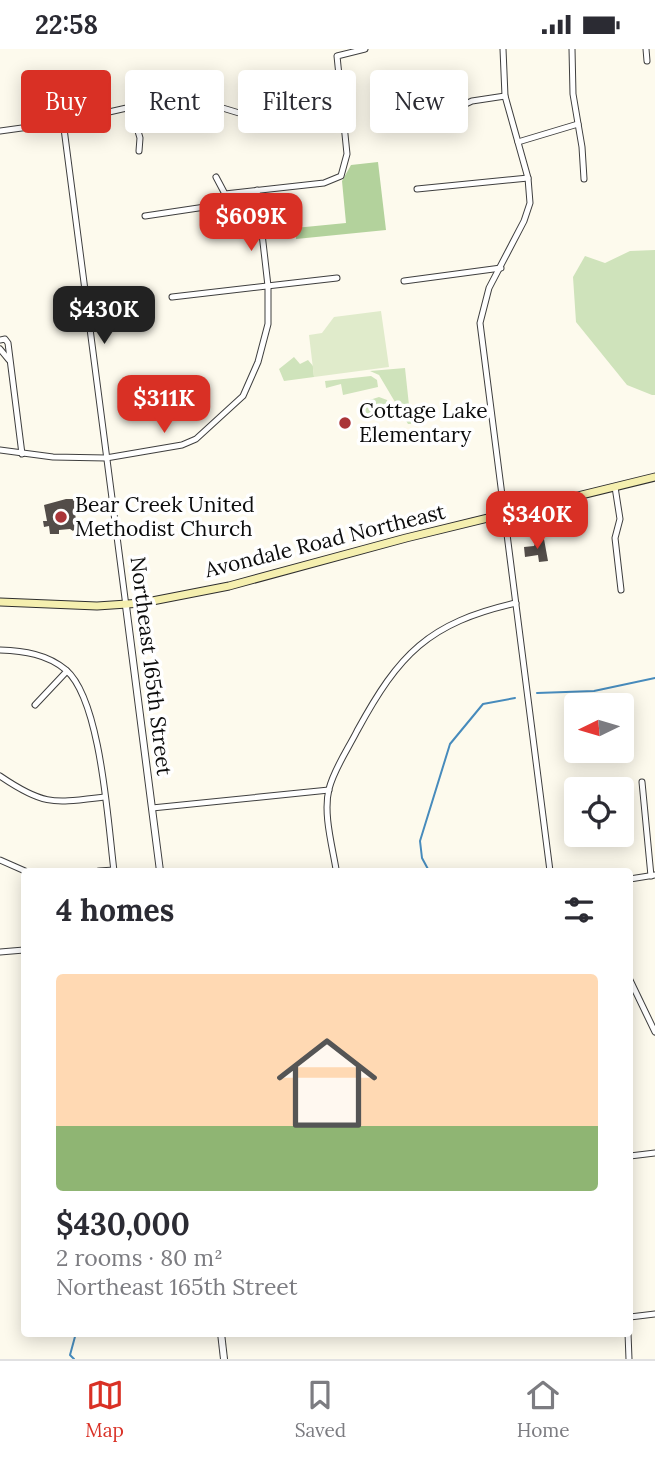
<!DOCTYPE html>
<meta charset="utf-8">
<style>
:root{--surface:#fff;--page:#f2f2f3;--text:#2b2b33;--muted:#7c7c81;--line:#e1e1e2;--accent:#d93025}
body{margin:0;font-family:Lora,serif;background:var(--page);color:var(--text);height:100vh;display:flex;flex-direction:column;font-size:26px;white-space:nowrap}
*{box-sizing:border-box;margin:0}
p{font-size:23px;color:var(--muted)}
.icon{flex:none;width:38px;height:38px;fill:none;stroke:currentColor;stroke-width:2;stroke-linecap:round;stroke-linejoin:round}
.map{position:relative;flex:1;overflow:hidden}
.details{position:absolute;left:21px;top:819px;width:612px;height:469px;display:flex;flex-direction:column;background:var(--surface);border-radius:7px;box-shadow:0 4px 18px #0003}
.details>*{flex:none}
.banner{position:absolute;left:21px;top:21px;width:614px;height:63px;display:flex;gap:14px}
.needle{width:46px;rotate:265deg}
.buttons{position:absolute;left:564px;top:644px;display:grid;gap:14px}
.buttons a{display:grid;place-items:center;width:70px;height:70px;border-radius:7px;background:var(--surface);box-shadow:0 4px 18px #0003;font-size:35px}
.price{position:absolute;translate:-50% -60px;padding:0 16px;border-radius:14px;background:var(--accent);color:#fff;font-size:23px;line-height:46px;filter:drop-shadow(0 2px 4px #0008)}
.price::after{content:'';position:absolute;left:50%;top:42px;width:21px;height:16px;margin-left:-10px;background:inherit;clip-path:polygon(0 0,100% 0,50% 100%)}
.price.active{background:#222;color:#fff}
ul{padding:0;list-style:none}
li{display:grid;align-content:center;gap:14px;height:371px;padding:0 35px}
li+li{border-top:2px solid var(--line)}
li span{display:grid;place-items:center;height:217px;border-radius:7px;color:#555}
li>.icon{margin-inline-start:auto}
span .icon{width:126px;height:126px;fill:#fffc;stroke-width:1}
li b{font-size:30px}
h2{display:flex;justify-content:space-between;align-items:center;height:84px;padding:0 35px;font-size:30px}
.pill{padding:0 24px;border-radius:7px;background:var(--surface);box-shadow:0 4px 18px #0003;font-size:24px;line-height:63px}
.pill.active{background:var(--accent);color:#fff}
.status{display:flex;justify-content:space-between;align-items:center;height:49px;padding:0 35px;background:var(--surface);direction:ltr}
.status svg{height:19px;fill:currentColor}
.dock{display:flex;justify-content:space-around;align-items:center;height:98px;border-top:2px solid var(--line);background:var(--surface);font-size:19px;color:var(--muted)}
.dock a{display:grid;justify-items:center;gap:4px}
.dock .active{color:var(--accent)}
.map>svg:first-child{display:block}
.green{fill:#cfe3bb}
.forest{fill:#b3d29c}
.pitch{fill:#e0ebcb}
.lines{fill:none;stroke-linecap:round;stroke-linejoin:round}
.stream{stroke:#478bbc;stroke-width:2}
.building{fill:#534d49}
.minor-casing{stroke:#3f3f3f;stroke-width:7}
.tertiary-casing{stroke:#3f3f3f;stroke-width:8}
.secondary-casing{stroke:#2e2e2e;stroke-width:9}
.minor{stroke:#fff;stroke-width:5}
.tertiary{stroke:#fff;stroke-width:6}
.secondary{stroke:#f5efaf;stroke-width:7}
.poi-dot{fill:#aa3538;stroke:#fff;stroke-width:2.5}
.labels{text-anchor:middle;stroke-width:7;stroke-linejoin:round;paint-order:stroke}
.poi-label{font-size:21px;fill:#0c0c0c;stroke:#fff;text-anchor:start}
.street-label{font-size:21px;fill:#0c0c0c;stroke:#fff}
</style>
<div class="status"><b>22:58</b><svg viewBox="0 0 49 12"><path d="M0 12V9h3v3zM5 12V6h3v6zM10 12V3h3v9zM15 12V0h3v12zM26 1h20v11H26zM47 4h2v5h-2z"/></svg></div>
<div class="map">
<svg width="655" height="1310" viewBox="0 0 655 1310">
<rect width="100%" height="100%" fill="#fdfaed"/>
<g class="green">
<path d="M655 201V346H652L627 336 576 273 573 228 585 207 605 214 630 202Z"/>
<path d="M294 308 300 315 308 311 313 317 314 328 284 332 279 320Z"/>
<path d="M405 319 411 375H408L379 326 370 322Z"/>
<path d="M371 327 377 331 378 338 343 346 341 335 326 339 325 332Z"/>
<path d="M379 348 387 351 390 363 370 369 360 366 358 360 360 354Z"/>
</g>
<path class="forest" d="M378 113 386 181 296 190 295 179 346 174 342 132 351 116Z"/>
<path class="pitch" d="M381 262 389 318 314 328 309 286 322 284 334 268Z"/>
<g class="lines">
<g class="stream">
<path d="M537 644 594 642 655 629"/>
<path d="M429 822 422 809 420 792 450 695 483 655 515 649"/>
<path d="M74 1310 70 1306 76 1284"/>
</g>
</g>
<g class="building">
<path d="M66 450H80L81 463 75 464 77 477 73 482 70 480 59 481V485H50L49 477 44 478 43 472H47L44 456Z"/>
<path d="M544 490 548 512 539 513 538 506 525 508 524 498 534 497 536 491Z"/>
</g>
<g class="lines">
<g class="minor-casing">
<g id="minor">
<path d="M503 0 505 47 528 129 530 154 524 172 489 239 480 274 550 822"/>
<path d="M572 0 573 45 582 98 584 130"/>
<path d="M646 0 647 12"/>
<path d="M59 41 126 557"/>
<path d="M131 58 140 89 139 102"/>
<path d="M408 69 444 65 472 52 505 47"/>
<path d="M0 82 65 73 131 58 165 46 198 47 216 57 249 67 343 60"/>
<path d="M518 93 578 75"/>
<path d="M216 128 225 145"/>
<path d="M417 140 528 129"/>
<path d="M145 167 205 158 225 145 324 134 341 127 347 105 337 7 365 0"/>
<path d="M404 232 501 219"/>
<path d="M172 248 337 229"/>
<path d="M0 291 5 290 8 294 22 405"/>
<path d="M0 300 9 311"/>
<path d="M0 401 53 408 106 409 182 396 196 390 243 347 258 313 268 275V237L257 141"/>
<path d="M615 438 620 470 615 489 621 541"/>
<path d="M0 601C24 602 47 605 66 621 101 651 108 775 114 822"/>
<path d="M35 656 67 622"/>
<path d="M0 727C44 757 53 754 104 748"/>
<path d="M642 733 651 827"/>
<path d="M152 759 329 741"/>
<path d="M0 811 25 822"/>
<path d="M336 820C332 796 323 764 329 740 334 720 348 700 357 682 399 605 428 574 516 554"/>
<path d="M99 822 114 821"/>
<path d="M630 830 655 826"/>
<path d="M0 903 24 901"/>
<path d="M630 931 655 983"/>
<path d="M630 1107 655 1104"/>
<path d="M630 1268 655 1265"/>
<path d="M628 1284 629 1310"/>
</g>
</g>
<g class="tertiary-casing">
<g id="tertiary">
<path d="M126 557 160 822"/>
<path d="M221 1284 224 1310"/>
</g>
</g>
<g class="secondary-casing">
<path id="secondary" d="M0 553 97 557 142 554 229 537 406 489 655 428"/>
</g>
<use href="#minor" class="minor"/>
<use href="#tertiary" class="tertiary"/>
<use href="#secondary" class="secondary"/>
</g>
<g class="poi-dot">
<circle cx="345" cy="374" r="7"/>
<circle cx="61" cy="468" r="7"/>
</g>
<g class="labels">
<g class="poi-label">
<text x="359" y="369">Cottage Lake<tspan x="359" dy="24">Elementary</tspan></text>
<text x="75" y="463">Bear Creek United<tspan x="75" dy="24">Methodist Church</tspan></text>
</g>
<g class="street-label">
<text transform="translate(325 492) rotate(-14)" y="7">Avondale Road Northeast</text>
<text transform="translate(151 617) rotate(83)" y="7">Northeast 165th Street</text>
</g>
</g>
</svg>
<div class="buttons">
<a><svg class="needle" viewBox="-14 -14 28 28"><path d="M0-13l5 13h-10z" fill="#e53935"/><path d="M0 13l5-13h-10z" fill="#7c7c81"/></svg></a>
<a><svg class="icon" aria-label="locate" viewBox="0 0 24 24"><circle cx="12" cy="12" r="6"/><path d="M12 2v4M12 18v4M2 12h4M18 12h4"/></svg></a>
</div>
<b class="price" style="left:251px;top:204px">$609K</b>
<b class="price active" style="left:104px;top:297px">$430K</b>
<b class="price" style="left:164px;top:386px">$311K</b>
<b class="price" style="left:537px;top:502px">$340K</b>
<div class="banner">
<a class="pill active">Buy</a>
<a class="pill">Rent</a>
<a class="pill">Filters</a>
<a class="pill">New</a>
</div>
<section class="details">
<h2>4 homes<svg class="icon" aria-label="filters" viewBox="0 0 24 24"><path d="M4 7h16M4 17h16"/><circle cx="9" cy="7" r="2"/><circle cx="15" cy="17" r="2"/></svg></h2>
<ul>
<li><span style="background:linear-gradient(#ffd9b3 70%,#8fb573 0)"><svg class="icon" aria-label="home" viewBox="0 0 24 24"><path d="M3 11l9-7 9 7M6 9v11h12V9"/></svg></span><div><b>$430,000</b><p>2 rooms · 80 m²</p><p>Northeast 165th Street</p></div></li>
</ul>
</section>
</div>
<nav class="dock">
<a class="active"><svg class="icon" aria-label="map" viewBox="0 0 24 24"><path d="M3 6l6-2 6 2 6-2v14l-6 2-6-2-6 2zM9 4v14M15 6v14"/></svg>Map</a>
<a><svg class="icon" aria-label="saved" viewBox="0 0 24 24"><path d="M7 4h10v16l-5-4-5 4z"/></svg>Saved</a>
<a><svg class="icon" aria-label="home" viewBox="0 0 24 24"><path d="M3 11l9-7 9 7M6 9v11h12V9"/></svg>Home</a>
</nav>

________________________________________

* Task instructions:
The lines to copy are those in the listing that contain the word "column".

* Finished task:
body{margin:0;font-family:Lora,serif;background:var(--page);color:var(--text);height:100vh;display:flex;flex-direction:column;font-size:26px;white-space:nowrap}
.details{position:absolute;left:21px;top:819px;width:612px;height:469px;display:flex;flex-direction:column;background:var(--surface);border-radius:7px;box-shadow:0 4px 18px #0003}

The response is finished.